**Task requirements:**
Each entry has to be printed again exactly.

**Dataset records:**
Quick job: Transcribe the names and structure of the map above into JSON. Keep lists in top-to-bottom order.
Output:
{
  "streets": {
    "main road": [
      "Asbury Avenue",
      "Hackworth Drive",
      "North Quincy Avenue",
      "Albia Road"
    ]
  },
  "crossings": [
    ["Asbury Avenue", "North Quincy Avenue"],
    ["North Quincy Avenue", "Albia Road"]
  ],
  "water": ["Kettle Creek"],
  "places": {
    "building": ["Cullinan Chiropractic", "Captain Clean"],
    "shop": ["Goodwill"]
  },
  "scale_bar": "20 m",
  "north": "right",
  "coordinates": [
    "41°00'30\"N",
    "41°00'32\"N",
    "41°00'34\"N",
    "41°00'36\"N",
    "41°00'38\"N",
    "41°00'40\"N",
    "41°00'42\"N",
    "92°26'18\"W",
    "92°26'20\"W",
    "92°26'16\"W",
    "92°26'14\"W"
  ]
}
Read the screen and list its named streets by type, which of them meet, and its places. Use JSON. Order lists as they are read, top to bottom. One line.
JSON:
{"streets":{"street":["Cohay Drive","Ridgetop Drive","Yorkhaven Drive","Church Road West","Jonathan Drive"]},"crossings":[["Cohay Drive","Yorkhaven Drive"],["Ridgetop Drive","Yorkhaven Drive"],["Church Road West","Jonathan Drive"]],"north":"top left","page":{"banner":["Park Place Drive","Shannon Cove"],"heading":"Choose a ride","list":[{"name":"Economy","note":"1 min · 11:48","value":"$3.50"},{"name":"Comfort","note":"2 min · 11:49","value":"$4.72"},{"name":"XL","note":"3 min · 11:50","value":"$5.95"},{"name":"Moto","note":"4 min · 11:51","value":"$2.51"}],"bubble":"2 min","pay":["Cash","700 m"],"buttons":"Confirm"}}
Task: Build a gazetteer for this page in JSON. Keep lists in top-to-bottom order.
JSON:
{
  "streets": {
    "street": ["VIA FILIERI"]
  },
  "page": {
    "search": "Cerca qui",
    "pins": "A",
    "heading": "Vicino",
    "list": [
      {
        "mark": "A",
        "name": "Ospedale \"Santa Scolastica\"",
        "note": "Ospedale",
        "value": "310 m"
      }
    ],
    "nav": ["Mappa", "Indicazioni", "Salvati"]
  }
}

**Solution to this exercise:**
Quick job: Transcribe the names and structure of the map above into JSON. Keep lists in top-to-bottom order.
Output:
{
  "streets": {
    "main road": [
      "Asbury Avenue",
      "Hackworth Drive",
      "North Quincy Avenue",
      "Albia Road"
    ]
  },
  "crossings": [
    ["Asbury Avenue", "North Quincy Avenue"],
    ["North Quincy Avenue", "Albia Road"]
  ],
  "water": ["Kettle Creek"],
  "places": {
    "building": ["Cullinan Chiropractic", "Captain Clean"],
    "shop": ["Goodwill"]
  },
  "scale_bar": "20 m",
  "north": "right",
  "coordinates": [
    "41°00'30\"N",
    "41°00'32\"N",
    "41°00'34\"N",
    "41°00'36\"N",
    "41°00'38\"N",
    "41°00'40\"N",
    "41°00'42\"N",
    "92°26'18\"W",
    "92°26'20\"W",
    "92°26'16\"W",
    "92°26'14\"W"
  ]
}
Read the screen and list its named streets by type, which of them meet, and its places. Use JSON. Order lists as they are read, top to bottom. One line.
JSON:
{"streets":{"street":["Cohay Drive","Ridgetop Drive","Yorkhaven Drive","Church Road West","Jonathan Drive"]},"crossings":[["Cohay Drive","Yorkhaven Drive"],["Ridgetop Drive","Yorkhaven Drive"],["Church Road West","Jonathan Drive"]],"north":"top left","page":{"banner":["Park Place Drive","Shannon Cove"],"heading":"Choose a ride","list":[{"name":"Economy","note":"1 min · 11:48","value":"$3.50"},{"name":"Comfort","note":"2 min · 11:49","value":"$4.72"},{"name":"XL","note":"3 min · 11:50","value":"$5.95"},{"name":"Moto","note":"4 min · 11:51","value":"$2.51"}],"bubble":"2 min","pay":["Cash","700 m"],"buttons":"Confirm"}}
Task: Build a gazetteer for this page in JSON. Keep lists in top-to-bottom order.
JSON:
{
  "streets": {
    "street": ["VIA FILIERI"]
  },
  "page": {
    "search": "Cerca qui",
    "pins": "A",
    "heading": "Vicino",
    "list": [
      {
        "mark": "A",
        "name": "Ospedale \"Santa Scolastica\"",
        "note": "Ospedale",
        "value": "310 m"
      }
    ],
    "nav": ["Mappa", "Indicazioni", "Salvati"]
  }
}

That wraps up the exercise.